Water Orton is a village near the River Tame in the North Warwickshire borough of Warwickshire in England. It is located between Castle Bromwich and Coleshill, and borders east Birmingham.
The oldest part of the village is centred around Old Church Road. This is now a conservation area and contains buildings from the 14th and 17th centuries. This is the area that may account for the place name since it is on a high ridge of land overlooking the valley of the River Tame.
Until the 1840s Water Orton was mainly an agricultural village, but this changed with the coming of the railways. The first one was from Birmingham to Derby via Water Orton, Coleshill, Whitacre Heath and Tamworth. Later a junction was constructed and another line was built via Kingsbury to Tamworth. The lines pass through the centre of the village.
The present railway station dates from 1908 and is the second station. There were extensive sidings and much commercial traffic here, especially during and after the Second World War, until the unfortunate activities of Dr Beeching in the 1960s.
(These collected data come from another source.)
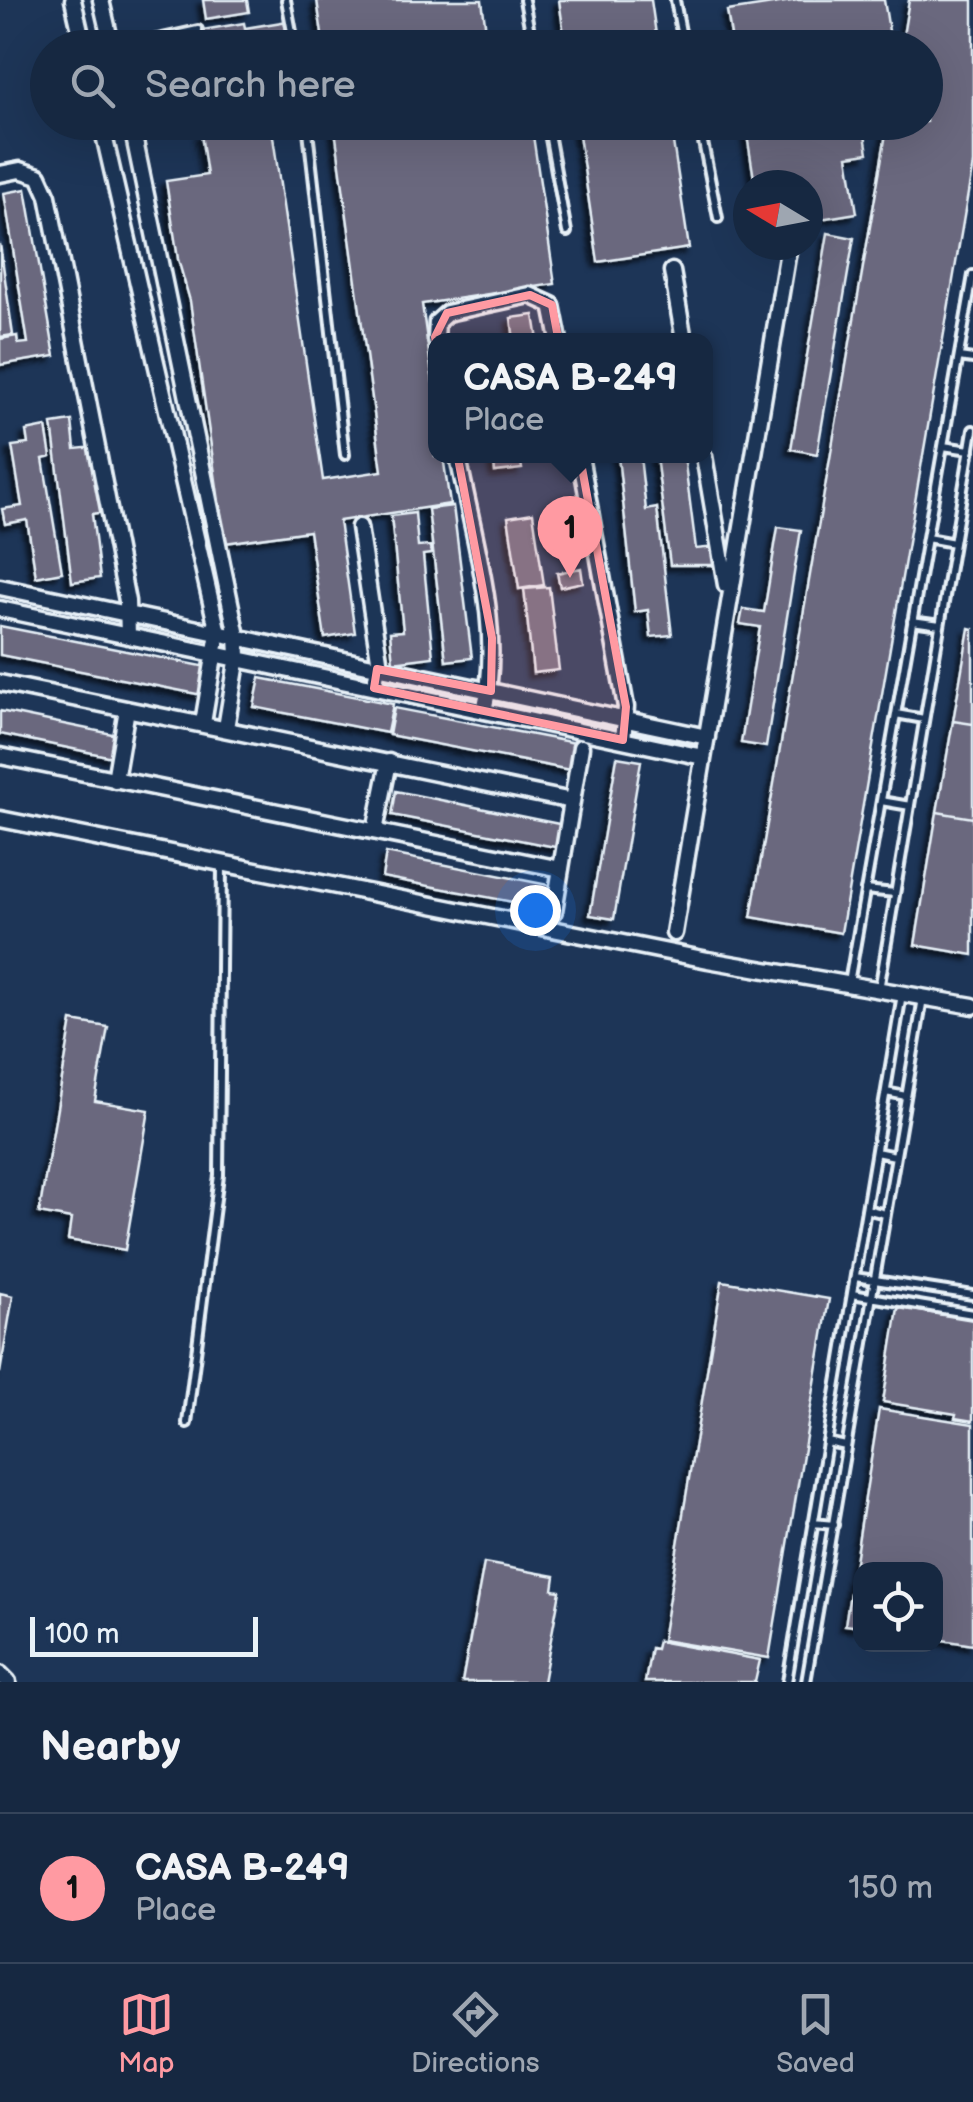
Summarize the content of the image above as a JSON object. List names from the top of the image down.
{
  "scale_bar": "100 m",
  "north": "left",
  "page": {
    "search": "Search here",
    "popup": ["CASA B-249", "Place"],
    "pins": "1",
    "scale": "100 m",
    "heading": "Nearby",
    "list": [
      {
        "mark": "1",
        "name": "CASA B-249",
        "note": "Place",
        "value": "150 m"
      }
    ],
    "nav": ["Map", "Directions", "Saved"]
  }
}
An effect of the railway was to increase house building in the village. Commuters could now make the journey to Birmingham's Lawley Street and Curzon Street (later New Street) Railway Stations in a shorter time than by road. This made the village an ideal residential area for Birmingham professionals who wanted to get away from the city and live in the country. The railway also brought the Meat Industry here. There were large stock yards near the sidings and next to the Dog Inn in Marsh Lane. Cattle were offloaded from rail wagons into pens, then driven two miles down the road to butchers' slaughter houses in Castle Bromwich, when meat was provided for nearby villages.
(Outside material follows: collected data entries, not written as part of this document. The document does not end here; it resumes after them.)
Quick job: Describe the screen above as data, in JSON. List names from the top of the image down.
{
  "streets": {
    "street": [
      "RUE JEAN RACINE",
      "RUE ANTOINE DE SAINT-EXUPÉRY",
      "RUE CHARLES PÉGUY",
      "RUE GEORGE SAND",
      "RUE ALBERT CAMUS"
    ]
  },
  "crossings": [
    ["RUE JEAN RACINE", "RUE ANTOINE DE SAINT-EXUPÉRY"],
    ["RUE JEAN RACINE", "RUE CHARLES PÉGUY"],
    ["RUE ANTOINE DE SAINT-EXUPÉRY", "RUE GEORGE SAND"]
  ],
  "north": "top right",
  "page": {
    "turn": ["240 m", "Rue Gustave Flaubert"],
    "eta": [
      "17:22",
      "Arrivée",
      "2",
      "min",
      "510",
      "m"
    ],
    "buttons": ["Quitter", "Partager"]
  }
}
Water Orton today has a small High Street with a variety of shops and take aways, several pubs, a Primary School, two other Churches, Doctor and Dental surgeries, two Parks, a very successful amateur football club (Orton Rangers F.C.) a Cricket Club (Water Orton CC) and a Rugby Club (Old Saltleians RFC). As well as rail services, there is a frequent bus service to Birmingham and Coleshill. Some new housing was built during 2003 and 2004. A carnival is held every summer. A car boot sale is held on Sunday mornings during the summer, just off the road towards Castle Bromwich.